Quale "vocabolario"? (immagino tu intenda dire _dizionario_)


----------



## Crocodile28

Si, intendevo dizionario. Io sto chiedendo se dire << posizione disagiante>> sia corretto o meno, non modi alternativi per esprimere lo stesso concetto, tutto qui.


----------



## Paulfromitaly

Ci diresti in quale dizionario hai trovato la definizione di  "disagiante"?


----------



## Crocodile28

Paulfromitaly said:


> Ci diresti in quale dizionario hai trovato la definizione di  "disagiante"?

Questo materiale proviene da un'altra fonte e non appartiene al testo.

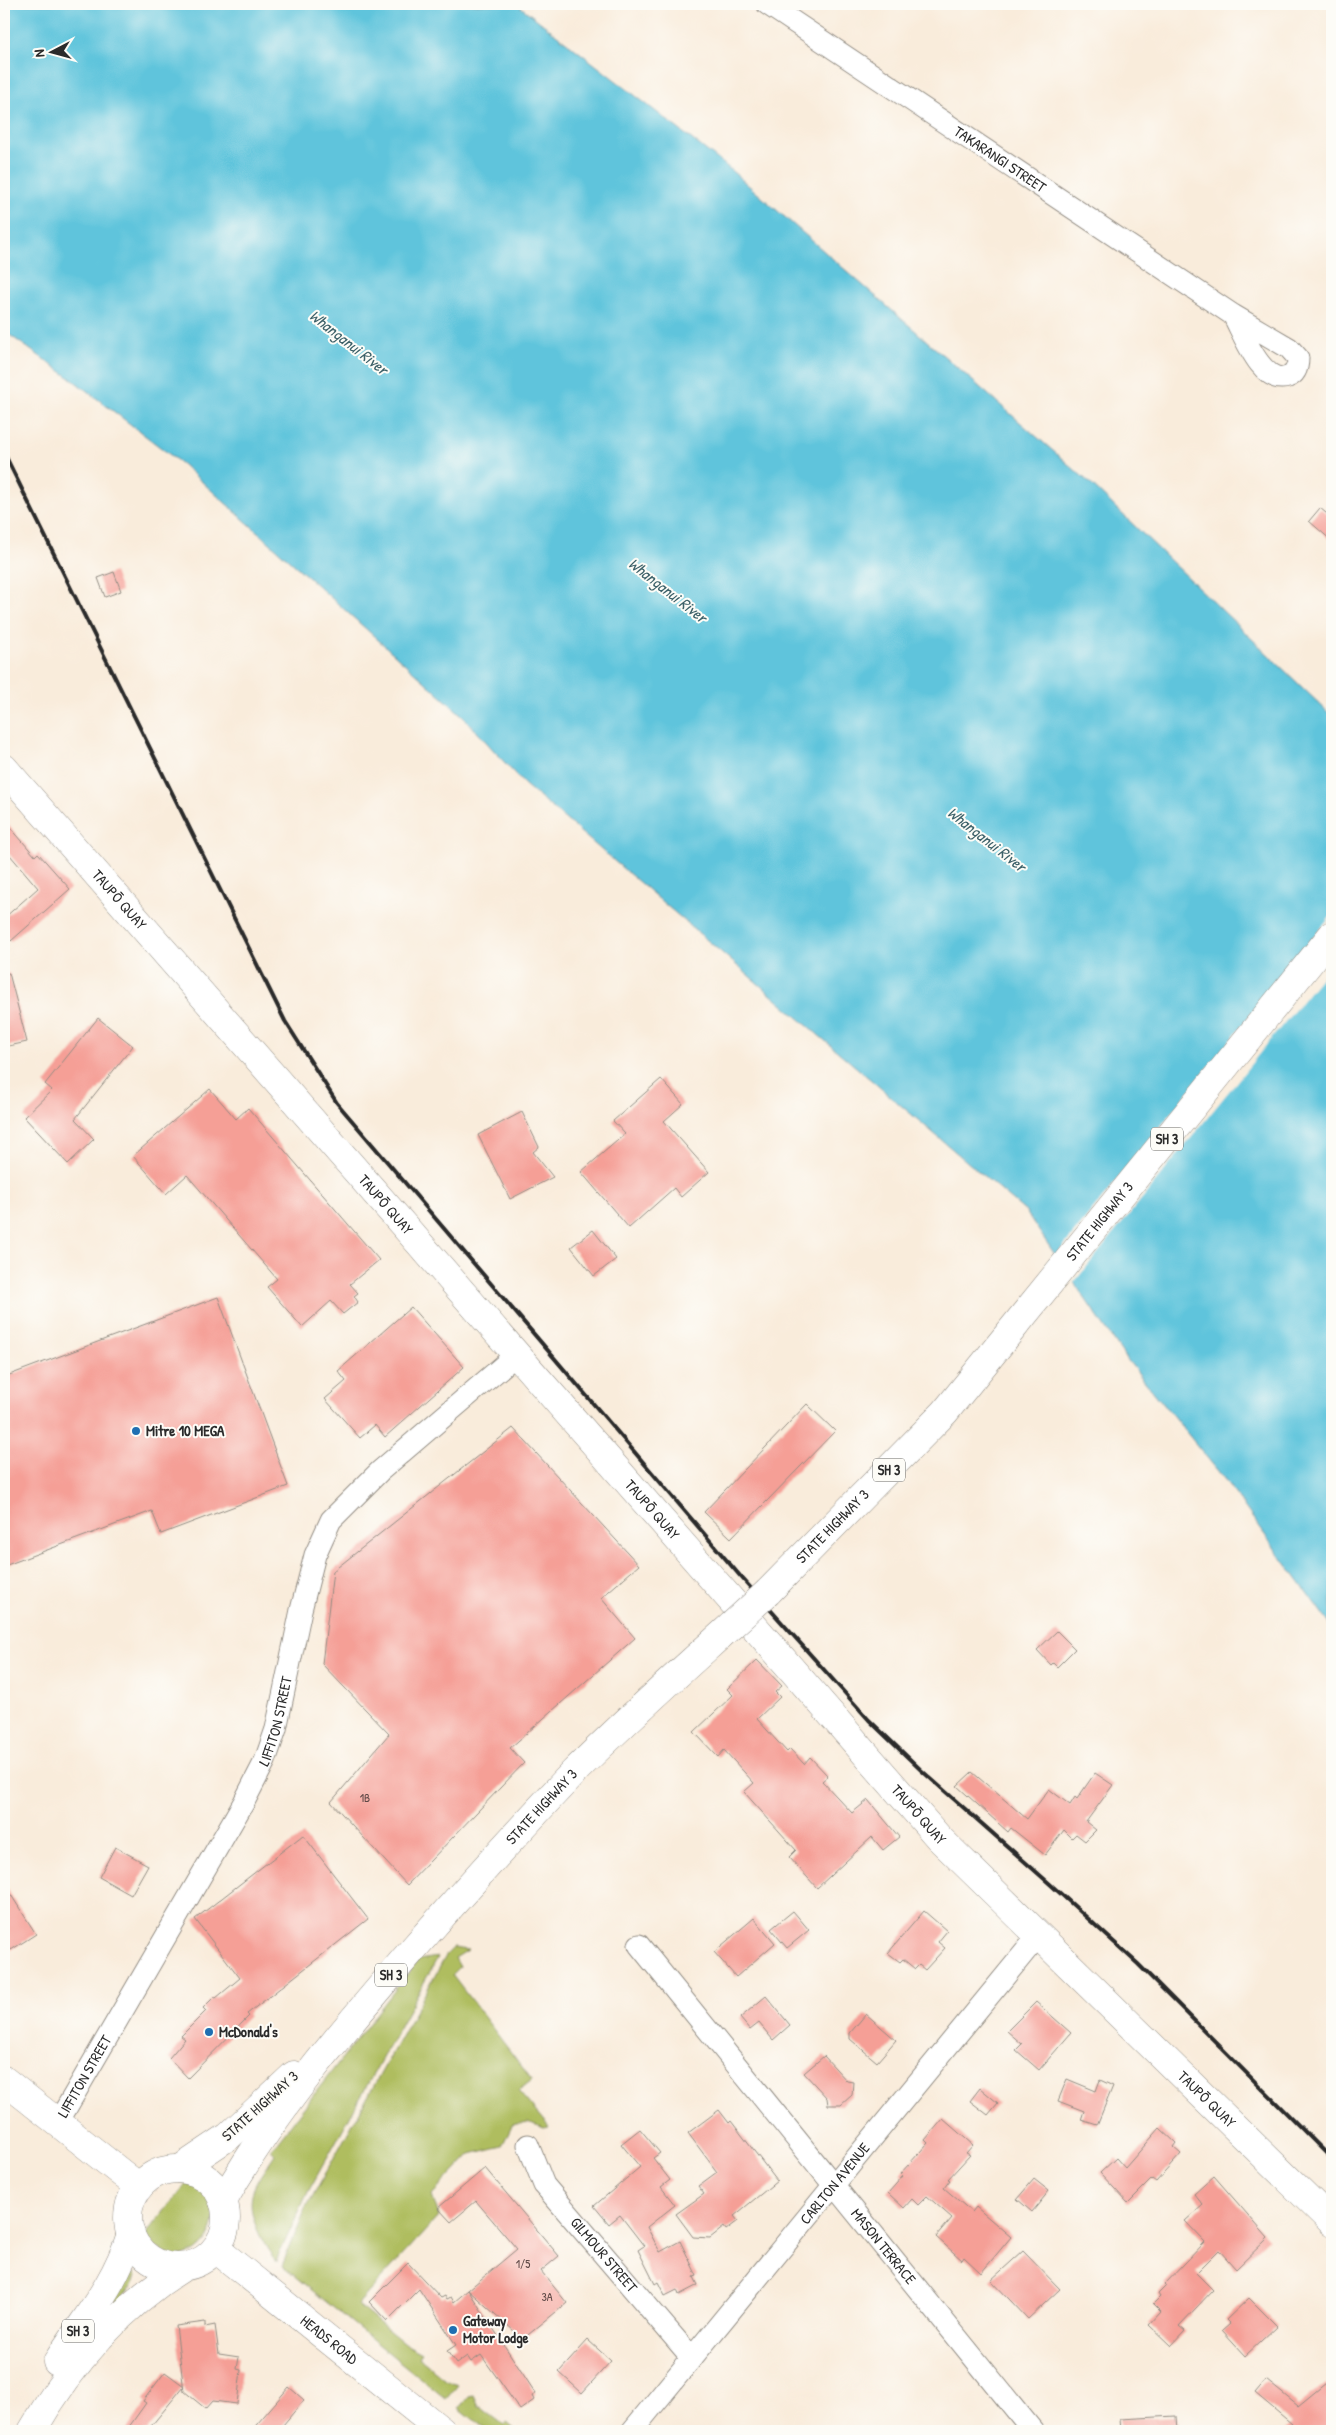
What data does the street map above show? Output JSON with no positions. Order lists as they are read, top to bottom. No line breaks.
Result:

'Disagiante' in se non l'ho trovato, ma ''disagiare'' si e, come ho detto prima, il participio presente di disagiare è disagiante. Molti participi presenti vengono usati come aggettivo: ammiccare - ammiccante, pensare - pensante. Ho fatto questo ragionamento anche per '' disagiante''.


----------



## Giuseppe Romanazzi

Crocodile28 said:


> mi suona un po' strano


Mi sa che suona a tutti un po' strano perché il verbo "disagiare" non è proprio tra quelli usati tutti i giorni  .

Comunque, sì, "sono in una posizione disagiante" è corretto.

"Disagiare" non significa essere a disagio, ma provocare disagio, creare disagio.

Definizione:
*diṡagiare* v. tr. [der. di _disagio_] (_io diṡàgio_, ecc.), non com. – Togliere da uno stato di agio, mettere a disagio: _la sua presenza mi disagiava. _(vocabolario Treccani)

Disagiante indica quindi qualcosa che mette a disagio.

In un articolo dell'Accademia della Crusca, viene usato il termine "disagiante" per indicare un tipo di imbarazzo che mette a disagio. L'articolo dice: " “prova a non _cringiare”_, ovvero a non provare un “disagiante” imbarazzo guardando tali video".

Ci sono in rete altri riferimenti che usano il temine "disagiante", ma è così poco usato che penso sia normale che se dici "sono in una posizione disagiante" qualcuno ti risponda "in una posizione che?" Per alcuni potrebbe essere disagiante ascoltare linguaggio così ricercato  .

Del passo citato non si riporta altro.